Immer wieder warst du mit den Ausnahme-Alpinisten Deiner Zeit unterwegs und auch in den letzten Jahren hast Du bei gemeinsamen Projekten mit jungen ExtremalpinistInnen eine gute Figur gemacht. Was ist das Geheimnis Deiner so unbändigen Leistungsfähigkeit und Unternehmungslust?

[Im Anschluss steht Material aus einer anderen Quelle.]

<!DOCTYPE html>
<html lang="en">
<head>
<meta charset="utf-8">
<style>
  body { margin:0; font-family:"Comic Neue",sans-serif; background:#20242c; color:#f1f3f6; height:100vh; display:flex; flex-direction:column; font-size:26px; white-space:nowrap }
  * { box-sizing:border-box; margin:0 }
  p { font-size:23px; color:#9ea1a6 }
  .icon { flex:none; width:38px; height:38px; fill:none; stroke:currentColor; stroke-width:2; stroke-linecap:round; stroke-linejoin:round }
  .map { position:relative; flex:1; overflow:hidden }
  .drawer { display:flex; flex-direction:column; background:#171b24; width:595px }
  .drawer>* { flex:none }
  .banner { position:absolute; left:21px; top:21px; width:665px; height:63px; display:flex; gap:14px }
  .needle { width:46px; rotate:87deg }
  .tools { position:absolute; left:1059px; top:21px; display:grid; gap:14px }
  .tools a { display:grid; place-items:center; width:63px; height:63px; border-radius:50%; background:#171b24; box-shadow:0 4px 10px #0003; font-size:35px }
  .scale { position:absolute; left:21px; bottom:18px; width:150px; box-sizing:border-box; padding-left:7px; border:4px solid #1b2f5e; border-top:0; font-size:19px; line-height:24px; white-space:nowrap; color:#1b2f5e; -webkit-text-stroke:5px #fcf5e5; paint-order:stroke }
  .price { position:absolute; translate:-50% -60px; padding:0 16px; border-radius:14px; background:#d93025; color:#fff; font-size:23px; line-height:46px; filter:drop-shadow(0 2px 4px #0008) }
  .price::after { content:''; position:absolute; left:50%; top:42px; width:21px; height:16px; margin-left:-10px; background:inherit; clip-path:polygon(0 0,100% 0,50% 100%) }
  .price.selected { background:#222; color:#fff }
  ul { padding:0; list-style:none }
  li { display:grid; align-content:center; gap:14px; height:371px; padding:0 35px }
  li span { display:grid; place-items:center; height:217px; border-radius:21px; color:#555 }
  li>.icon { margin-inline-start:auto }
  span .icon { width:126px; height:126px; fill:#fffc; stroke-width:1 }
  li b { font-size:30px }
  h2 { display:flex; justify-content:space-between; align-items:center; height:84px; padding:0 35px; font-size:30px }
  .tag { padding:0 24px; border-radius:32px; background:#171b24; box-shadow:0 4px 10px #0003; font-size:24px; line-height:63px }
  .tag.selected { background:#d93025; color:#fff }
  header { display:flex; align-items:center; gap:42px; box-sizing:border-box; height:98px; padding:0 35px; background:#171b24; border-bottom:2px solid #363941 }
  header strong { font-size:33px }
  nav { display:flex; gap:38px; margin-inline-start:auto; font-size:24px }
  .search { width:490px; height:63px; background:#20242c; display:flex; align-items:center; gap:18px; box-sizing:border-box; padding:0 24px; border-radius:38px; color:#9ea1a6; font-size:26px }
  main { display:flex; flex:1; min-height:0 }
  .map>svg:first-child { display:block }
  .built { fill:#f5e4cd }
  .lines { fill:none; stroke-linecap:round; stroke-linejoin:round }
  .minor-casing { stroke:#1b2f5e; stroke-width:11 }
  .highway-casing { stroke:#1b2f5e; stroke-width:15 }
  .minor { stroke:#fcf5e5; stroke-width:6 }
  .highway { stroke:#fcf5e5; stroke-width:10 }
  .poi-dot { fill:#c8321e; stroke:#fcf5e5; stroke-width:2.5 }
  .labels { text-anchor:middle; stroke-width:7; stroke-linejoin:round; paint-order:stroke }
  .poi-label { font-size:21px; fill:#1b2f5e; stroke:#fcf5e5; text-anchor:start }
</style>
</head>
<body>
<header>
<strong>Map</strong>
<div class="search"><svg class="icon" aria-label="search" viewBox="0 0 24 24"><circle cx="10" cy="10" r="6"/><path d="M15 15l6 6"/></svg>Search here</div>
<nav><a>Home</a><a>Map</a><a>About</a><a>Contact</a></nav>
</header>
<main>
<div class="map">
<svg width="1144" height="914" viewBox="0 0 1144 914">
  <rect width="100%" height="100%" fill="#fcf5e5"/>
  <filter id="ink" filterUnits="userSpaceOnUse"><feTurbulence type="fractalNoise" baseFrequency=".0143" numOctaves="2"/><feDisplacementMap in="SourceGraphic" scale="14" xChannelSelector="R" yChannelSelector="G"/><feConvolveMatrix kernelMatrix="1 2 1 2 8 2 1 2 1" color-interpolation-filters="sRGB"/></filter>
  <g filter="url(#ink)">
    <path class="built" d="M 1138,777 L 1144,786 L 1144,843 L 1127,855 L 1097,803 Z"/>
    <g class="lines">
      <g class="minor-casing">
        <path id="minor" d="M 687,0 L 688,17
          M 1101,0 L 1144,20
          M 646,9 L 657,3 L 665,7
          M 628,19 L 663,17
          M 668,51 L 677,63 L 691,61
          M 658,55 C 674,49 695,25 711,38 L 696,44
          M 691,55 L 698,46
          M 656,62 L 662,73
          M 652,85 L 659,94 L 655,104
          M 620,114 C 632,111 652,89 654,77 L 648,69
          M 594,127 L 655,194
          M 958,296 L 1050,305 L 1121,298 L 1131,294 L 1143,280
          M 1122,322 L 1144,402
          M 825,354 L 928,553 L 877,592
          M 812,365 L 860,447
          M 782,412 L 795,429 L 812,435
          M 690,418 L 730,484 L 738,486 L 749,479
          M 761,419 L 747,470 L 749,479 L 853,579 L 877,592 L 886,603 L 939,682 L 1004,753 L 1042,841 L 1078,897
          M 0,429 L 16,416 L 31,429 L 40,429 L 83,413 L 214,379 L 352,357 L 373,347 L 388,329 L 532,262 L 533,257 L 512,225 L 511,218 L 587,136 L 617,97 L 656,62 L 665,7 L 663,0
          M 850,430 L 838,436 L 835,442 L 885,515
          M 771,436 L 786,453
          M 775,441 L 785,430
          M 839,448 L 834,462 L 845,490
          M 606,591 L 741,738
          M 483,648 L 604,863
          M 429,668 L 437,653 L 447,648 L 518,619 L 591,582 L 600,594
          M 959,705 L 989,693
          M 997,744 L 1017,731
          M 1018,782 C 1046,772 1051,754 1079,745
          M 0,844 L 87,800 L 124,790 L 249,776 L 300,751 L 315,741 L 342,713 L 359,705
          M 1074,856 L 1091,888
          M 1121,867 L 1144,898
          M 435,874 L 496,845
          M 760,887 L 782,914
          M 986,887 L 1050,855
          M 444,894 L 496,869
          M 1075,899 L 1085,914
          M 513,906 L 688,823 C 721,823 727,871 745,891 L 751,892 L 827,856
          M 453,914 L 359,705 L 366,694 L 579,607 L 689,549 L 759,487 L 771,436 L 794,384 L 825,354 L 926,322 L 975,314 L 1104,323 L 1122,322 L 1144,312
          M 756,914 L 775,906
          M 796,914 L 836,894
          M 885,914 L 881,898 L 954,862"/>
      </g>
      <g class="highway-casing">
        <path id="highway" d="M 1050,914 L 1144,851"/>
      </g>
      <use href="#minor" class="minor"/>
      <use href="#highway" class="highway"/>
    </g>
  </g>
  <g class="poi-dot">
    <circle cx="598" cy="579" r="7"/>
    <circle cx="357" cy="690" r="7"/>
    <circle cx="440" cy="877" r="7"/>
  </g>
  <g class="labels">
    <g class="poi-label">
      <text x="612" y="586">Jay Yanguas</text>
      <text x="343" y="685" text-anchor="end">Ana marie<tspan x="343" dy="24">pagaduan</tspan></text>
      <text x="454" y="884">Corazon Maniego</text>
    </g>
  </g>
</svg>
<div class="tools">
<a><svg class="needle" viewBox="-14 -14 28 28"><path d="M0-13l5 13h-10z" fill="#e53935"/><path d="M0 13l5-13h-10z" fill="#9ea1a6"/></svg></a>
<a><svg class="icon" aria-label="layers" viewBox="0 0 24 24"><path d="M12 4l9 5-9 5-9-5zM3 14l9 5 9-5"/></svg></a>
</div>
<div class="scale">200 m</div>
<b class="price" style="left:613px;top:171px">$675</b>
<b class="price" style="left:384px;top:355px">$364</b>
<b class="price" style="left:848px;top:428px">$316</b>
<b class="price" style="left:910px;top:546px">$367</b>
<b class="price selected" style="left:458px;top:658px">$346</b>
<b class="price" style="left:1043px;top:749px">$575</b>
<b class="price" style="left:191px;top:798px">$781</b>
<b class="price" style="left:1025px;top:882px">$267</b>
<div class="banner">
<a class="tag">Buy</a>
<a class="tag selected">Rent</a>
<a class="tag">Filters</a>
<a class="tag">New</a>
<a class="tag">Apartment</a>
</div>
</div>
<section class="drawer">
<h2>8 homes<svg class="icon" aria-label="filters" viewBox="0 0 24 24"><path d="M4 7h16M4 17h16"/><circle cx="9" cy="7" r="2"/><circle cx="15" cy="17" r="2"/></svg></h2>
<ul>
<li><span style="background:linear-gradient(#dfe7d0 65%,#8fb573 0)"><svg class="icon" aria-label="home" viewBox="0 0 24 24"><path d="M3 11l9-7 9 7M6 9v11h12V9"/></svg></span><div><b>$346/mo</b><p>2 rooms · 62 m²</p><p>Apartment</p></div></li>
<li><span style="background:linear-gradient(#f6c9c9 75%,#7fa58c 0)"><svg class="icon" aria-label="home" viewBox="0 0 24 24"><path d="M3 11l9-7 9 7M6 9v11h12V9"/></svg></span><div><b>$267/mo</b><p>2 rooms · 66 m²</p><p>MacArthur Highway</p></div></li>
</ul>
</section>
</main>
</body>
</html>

Es gibt nichts Besseres im Leben als die Jugend, nicht nur so mit 18, sondern auch mit 25 und 30. Da hat man keine Angst, denkt nicht so viel nach. Im Alter wird man vorsichtiger, man darf sich nicht überschätzen. Ich bin noch immer viel mit jungen Leuten unterwegs, aber wie vor 5 Jahren mit dem David Lama, das traue ich mir nicht mehr zu. Doch man darf sich nicht selbst bedauern, ich freue mich für die Jungen und bewundere, was sie leisten, dass sie so tolle Möglichkeiten haben. Ich muss nicht mehr in so große Höhen, aber es ist wichtig immer wieder mal was Neues zu wagen, halt innerhalb seiner Grenzen, die man kennt. Aber das hält neugierig, das hält beweglich.Die Energie kommt bei mir immer noch vom Kopf. Eine positive Grundeinstellung ist wichtig, und eine gute Selbsteinstellung, ich glaub an mich, ich mag mich selbst. Die Freude ist eine Triebfeder. Dazu kommt, dass ich immer Glück gehabt habe. Es ist immer alles gut gegangen auf meine Touren – und dieser Erfolg motiviert. Und was ich auch gelernt habe: Die Pausen sind wichtig, auch eine Kerze kann nicht ununterbrochen durchbrennen.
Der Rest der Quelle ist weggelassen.